### Work to complete
Your answer should be the line containing "I am building" and every line after it to the end of the records below, word for word.

━━ Input material

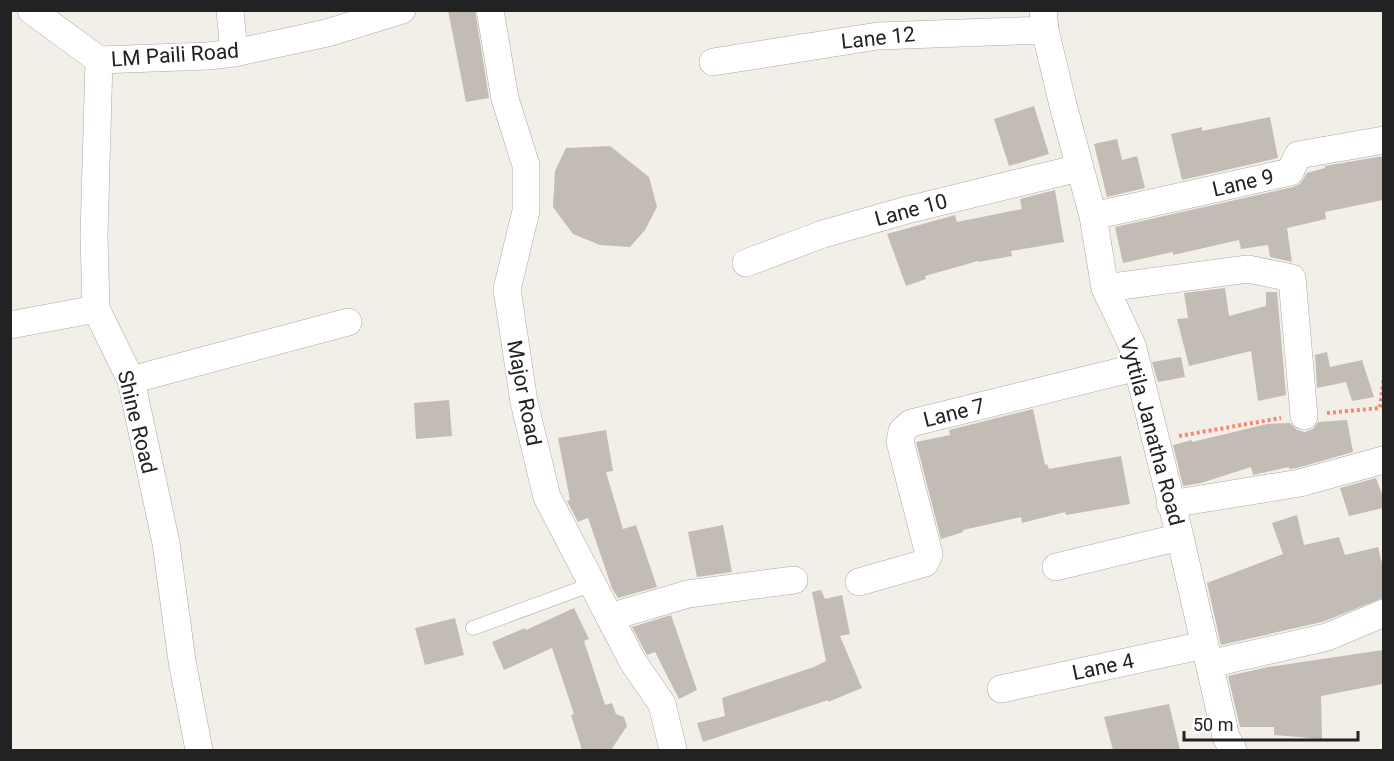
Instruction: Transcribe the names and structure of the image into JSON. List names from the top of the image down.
{
  "streets": {
    "street": [
      "Lane 12",
      "LM Paili Road",
      "Lane 9",
      "Lane 10",
      "Major Road",
      "Lane 7",
      "Shine Road",
      "Vyttila Janatha Road",
      "Lane 4"
    ]
  },
  "crossings": [
    ["Lane 12", "Vyttila Janatha Road"],
    ["LM Paili Road", "Shine Road"],
    ["Lane 9", "Vyttila Janatha Road"],
    ["Lane 10", "Vyttila Janatha Road"],
    ["Lane 7", "Vyttila Janatha Road"],
    ["Vyttila Janatha Road", "Lane 4"]
  ],
  "scale_bar": "50 m"
}
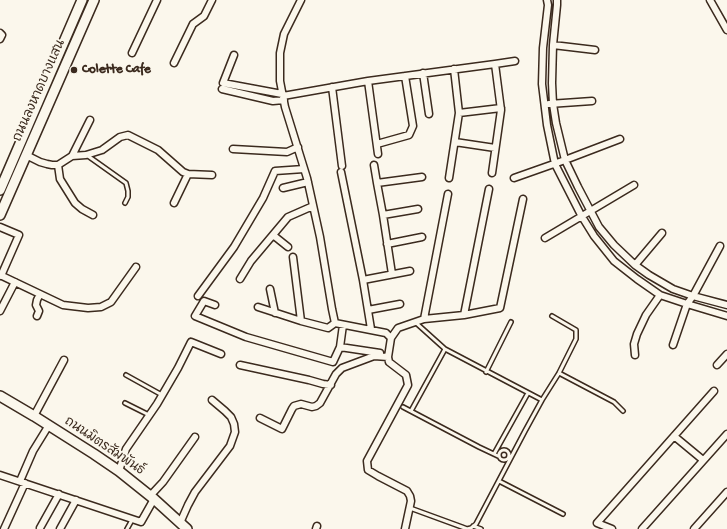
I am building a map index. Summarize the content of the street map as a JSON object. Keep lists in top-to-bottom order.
{
  "streets": {
    "main road": ["ถนนลงหาดบางแสน", "ถนนมิตรสัมพันธ์"]
  },
  "places": ["Colette Cafe"]
}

━━━━

### Exercise result
I am building a map index. Summarize the content of the street map as a JSON object. Keep lists in top-to-bottom order.
{
  "streets": {
    "main road": ["ถนนลงหาดบางแสน", "ถนนมิตรสัมพันธ์"]
  },
  "places": ["Colette Cafe"]
}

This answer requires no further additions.